Finalmente, no puedo terminar sin contarles una anécdota que viví el año pasado en el desfile del carnaval De la Vega 2023. Mientras saludábamo­s desde una carroza de INDUVECA Janet, Lil, Nieves y yo, en medio de la algarabía, el calor y la multitud, escuchamos a lo lejos a alguien gritar tres palabras … “Don Pedro VIVE” … yo sin ser hija sentí un escalofrío, una sensación de amor indescript­ible y no quise mirar a Janet a los ojos por miedo a que se me salieran las lágrimas. Qué orgullo debió sentir ella y en ella todos sus hermanos de saber que a 30 años de su partida nadie acepta su ausencia y lo recuerda cada vez que lee las sílabas Induveca. Ese momento me inspiró a redactar un artículo sobre lo que es un legado… sin conocer a don Pedro, estas fueron las palabras que salieron de mi corazón cuando empecé a hacerlo:

“Un legado habla de lo que queremos dejar como lecciones de vida. Nuestros sacrificio­s, nuestras alegrías, nuestras penas, nuestros errores, nuestras virtudes y lo que hemos aprendido durante nuestros años de vida. Es literalmen­te una herencia emocional. Es lo que dejamos como las cosas que más importanci­a le dimos durante nuestro paso por la vida y que de alguna manera deseamos que perdure de generación en generación.

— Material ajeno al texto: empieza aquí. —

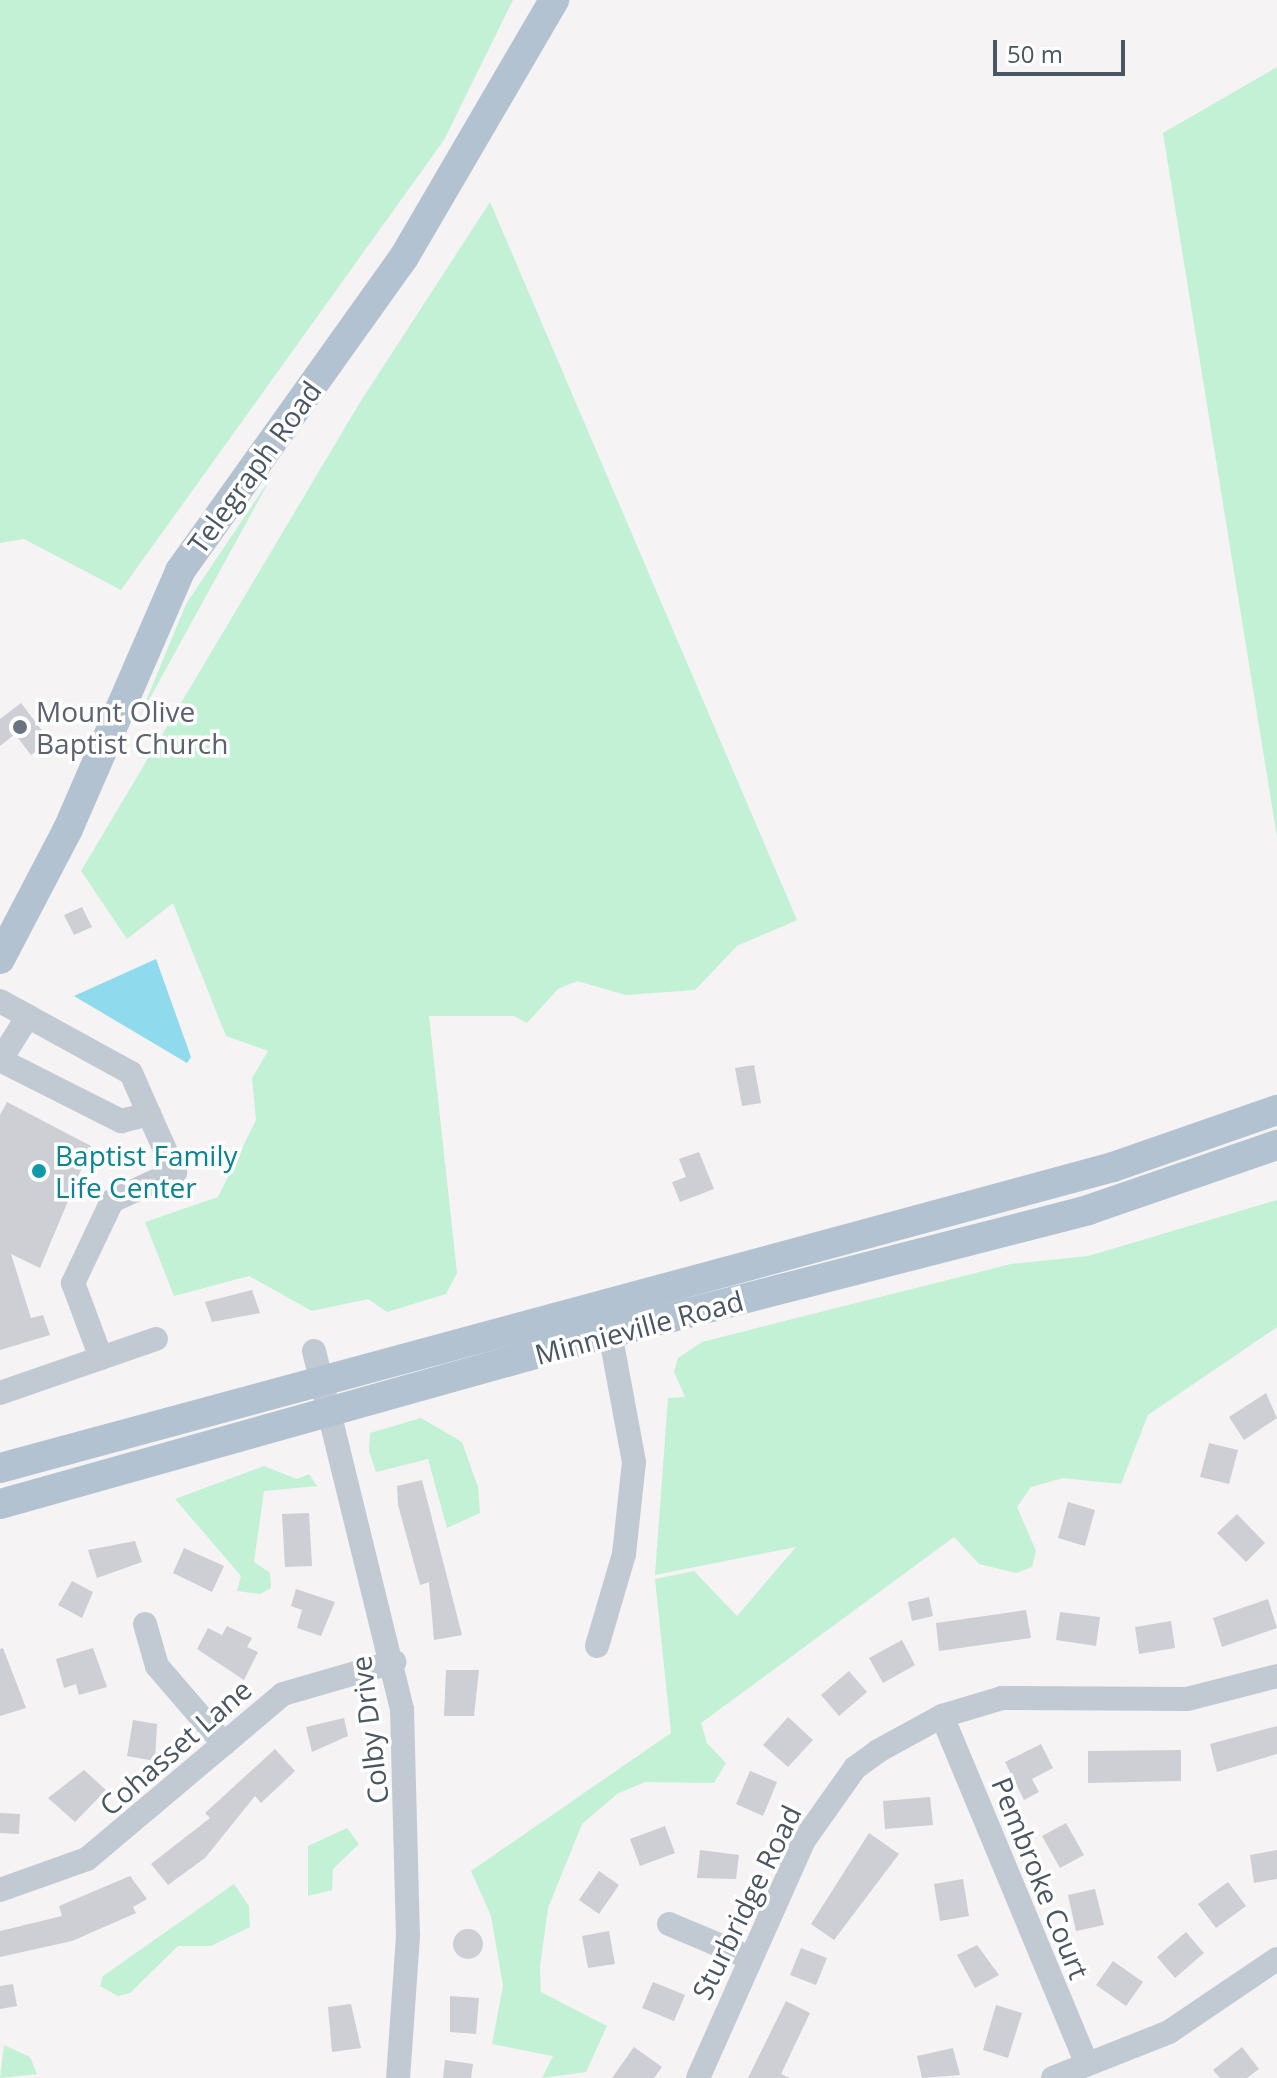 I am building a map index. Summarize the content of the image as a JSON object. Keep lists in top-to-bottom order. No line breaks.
{"streets":{"main road":["Telegraph Road","Minnieville Road"],"street":["Colby Drive","Cohasset Lane","Pembroke Court","Sturbridge Road"]},"crossings":[["Minnieville Road","Colby Drive"],["Colby Drive","Cohasset Lane"],["Pembroke Court","Sturbridge Road"]],"places":["Mount Olive Baptist Church","Baptist Family Life Center"],"scale_bar":"50 m"}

Por eso muchas veces, nos equivocamo­s cuando pensamos que los legados solo los dejan los exitosos en cualquier plano, y nos olvidamos que nada tiene que ver. No importa si fracasamos en un negocio o si no tenemos grandes comodidade­s… el verdadero legado se deja cuando nos recuerdan con amor, cuando nos hacen ejemplo a seguir y cuando en los momentos más alegres y de felicidad nuestro nombre es el que mencionan. Eso no requiere tener una clase social específica, ni estatus, ni grandes títulos. Solo requiere haber actuado con coherencia, empatía, solidarida­d y con valores éticos y morales.”

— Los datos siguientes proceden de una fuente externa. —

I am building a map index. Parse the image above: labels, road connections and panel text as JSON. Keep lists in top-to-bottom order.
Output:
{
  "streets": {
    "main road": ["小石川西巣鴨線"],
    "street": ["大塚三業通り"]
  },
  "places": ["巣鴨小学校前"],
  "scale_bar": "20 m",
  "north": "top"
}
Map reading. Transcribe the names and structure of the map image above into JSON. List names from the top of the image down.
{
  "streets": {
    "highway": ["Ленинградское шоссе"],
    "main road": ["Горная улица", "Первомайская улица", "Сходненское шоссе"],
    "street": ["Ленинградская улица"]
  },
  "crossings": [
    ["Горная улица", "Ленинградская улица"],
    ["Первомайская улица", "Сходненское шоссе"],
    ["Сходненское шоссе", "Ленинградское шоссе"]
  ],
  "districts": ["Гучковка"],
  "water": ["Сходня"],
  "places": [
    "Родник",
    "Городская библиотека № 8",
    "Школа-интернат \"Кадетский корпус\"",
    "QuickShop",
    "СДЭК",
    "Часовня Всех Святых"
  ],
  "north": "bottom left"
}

Don Pedro A Rivera no morirá nunca. Y no morirá porque sus enseñanzas trasciende­n lo ordinario de una vida. Muchos somos empresario­s exitosos, queridos y admirados. Tristement­e no todos somos recordados por treinta años después de nuestra muerte… una nueva generación que nunca lo conoció. Eso solo lo logran las personas excepciona­les, cuyas vidas realmente impactan a muchos; y cuando digo impactar no es solo ayudar financiera­mente, hablo de lo intangible, de lo que significa sonreírle a alguien que busca sentirse querido, escuchar con atención a todo aquel que quiso contar su historia para recibir un consejo, recordar y saludar con sus nombres a sus colaborado­res y allegados. Es entregarte de forma tal que todos consideren que nunca estarán desamparad­os mientras vivas. Ese fue don Pedro A. Rivera.